Federal Defenders of New York Second Circuit Blog


Thursday, December 5th, 2024

En Banc Second Circuit: A Naturalized U.S. Citizen Has A Sixth Amendment Right To Be Advised By Defense Counsel That He May Be Denaturalized And Deported As A Result Of His Guilty Plea.

In United States v. Farhane, No. 20-1666 (2d Cir.

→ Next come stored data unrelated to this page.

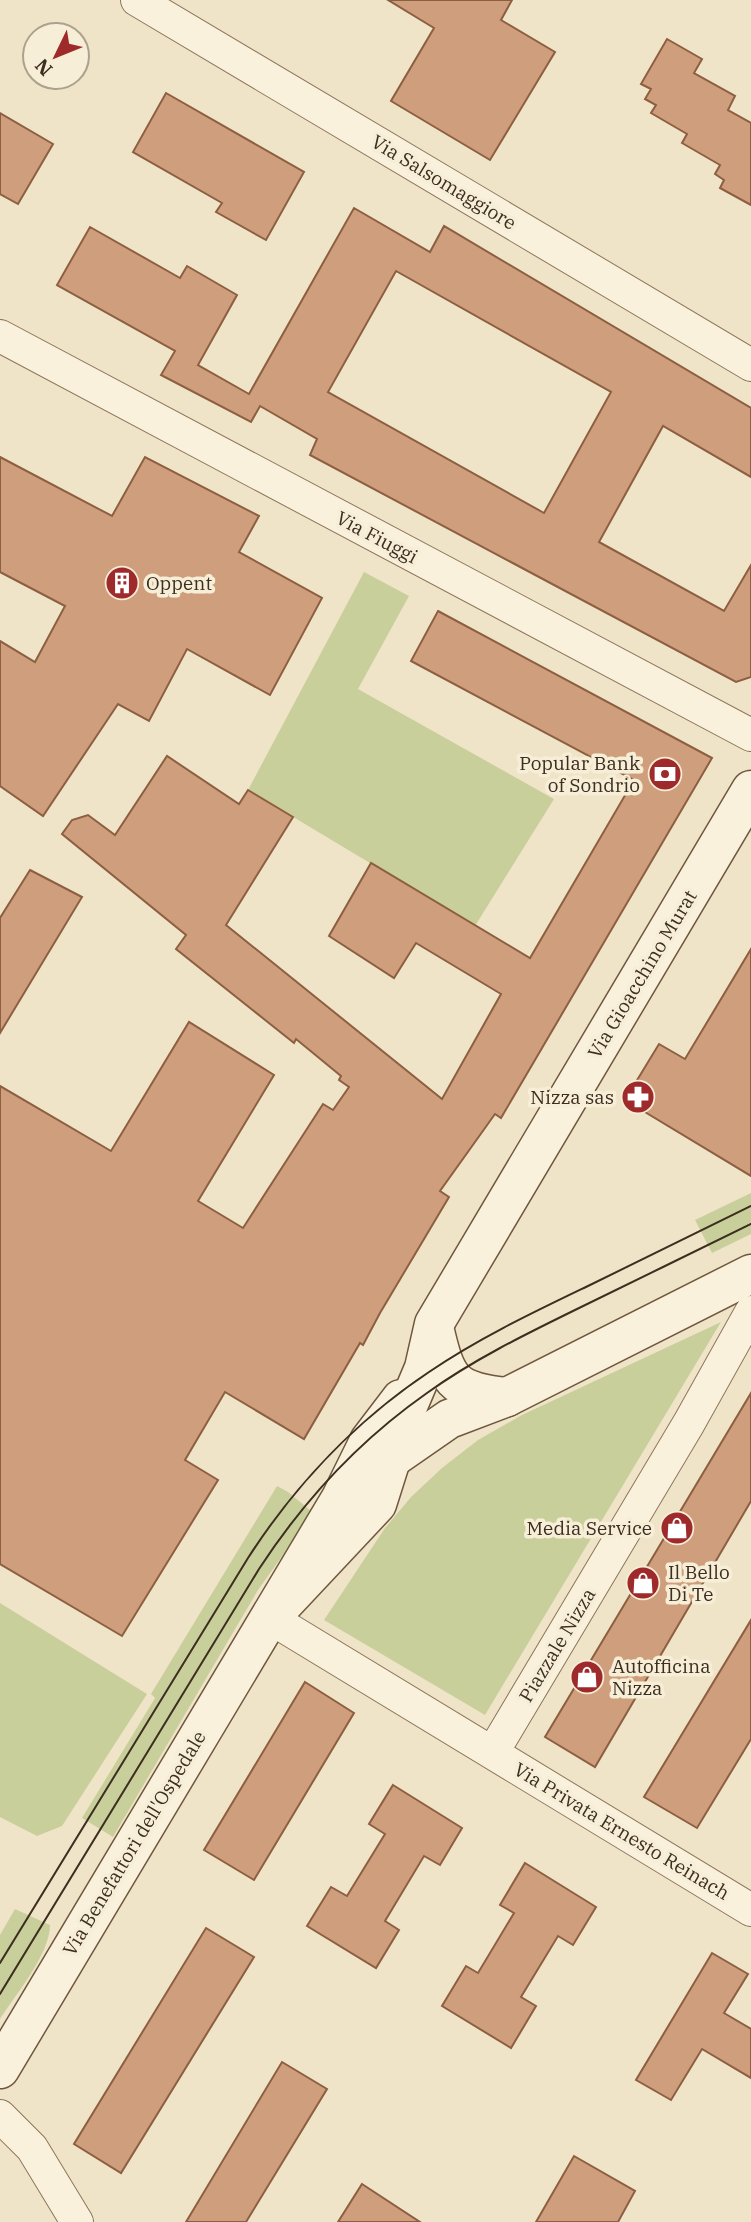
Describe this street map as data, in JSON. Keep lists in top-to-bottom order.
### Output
{
  "streets": {
    "main road": ["Via Gioacchino Murat", "Via Benefattori dell'Ospedale"],
    "street": [
      "Via Salsomaggiore",
      "Via Fiuggi",
      "Piazzale Nizza",
      "Via Privata Ernesto Reinach"
    ]
  },
  "crossings": [
    ["Via Gioacchino Murat", "Via Benefattori dell'Ospedale"],
    ["Piazzale Nizza", "Via Privata Ernesto Reinach"]
  ],
  "places": {
    "building": ["Oppent"],
    "bank": ["Popular Bank of Sondrio"],
    "pharmacy": ["Nizza sas"],
    "shop": ["Media Service", "Il Bello Di Te", "Autofficina Nizza"]
  },
  "north": "bottom left"
}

Oct. 31, 2024), the en banc Second Circuit (Carney, joined by Wesley, Lee, Robinson, Perez, Nathan, Merriam, and Kahn) held that “a naturalized U.S. citizen” charged with a crime “has a Sixth Amendment right to be advised by counsel that he may be denaturalized and deported as a result of his entry of a guilty plea.” Slip op. 13. Consequently, “criminal defense attorneys have a Sixth Amendment obligation to inquire into and advise a naturalized citizen client of any risk of deportation following denaturalization proceedings that accompany the client’s guilty plea, just as they do for a deportation risk facing a noncitizen client.” Slip op. 6.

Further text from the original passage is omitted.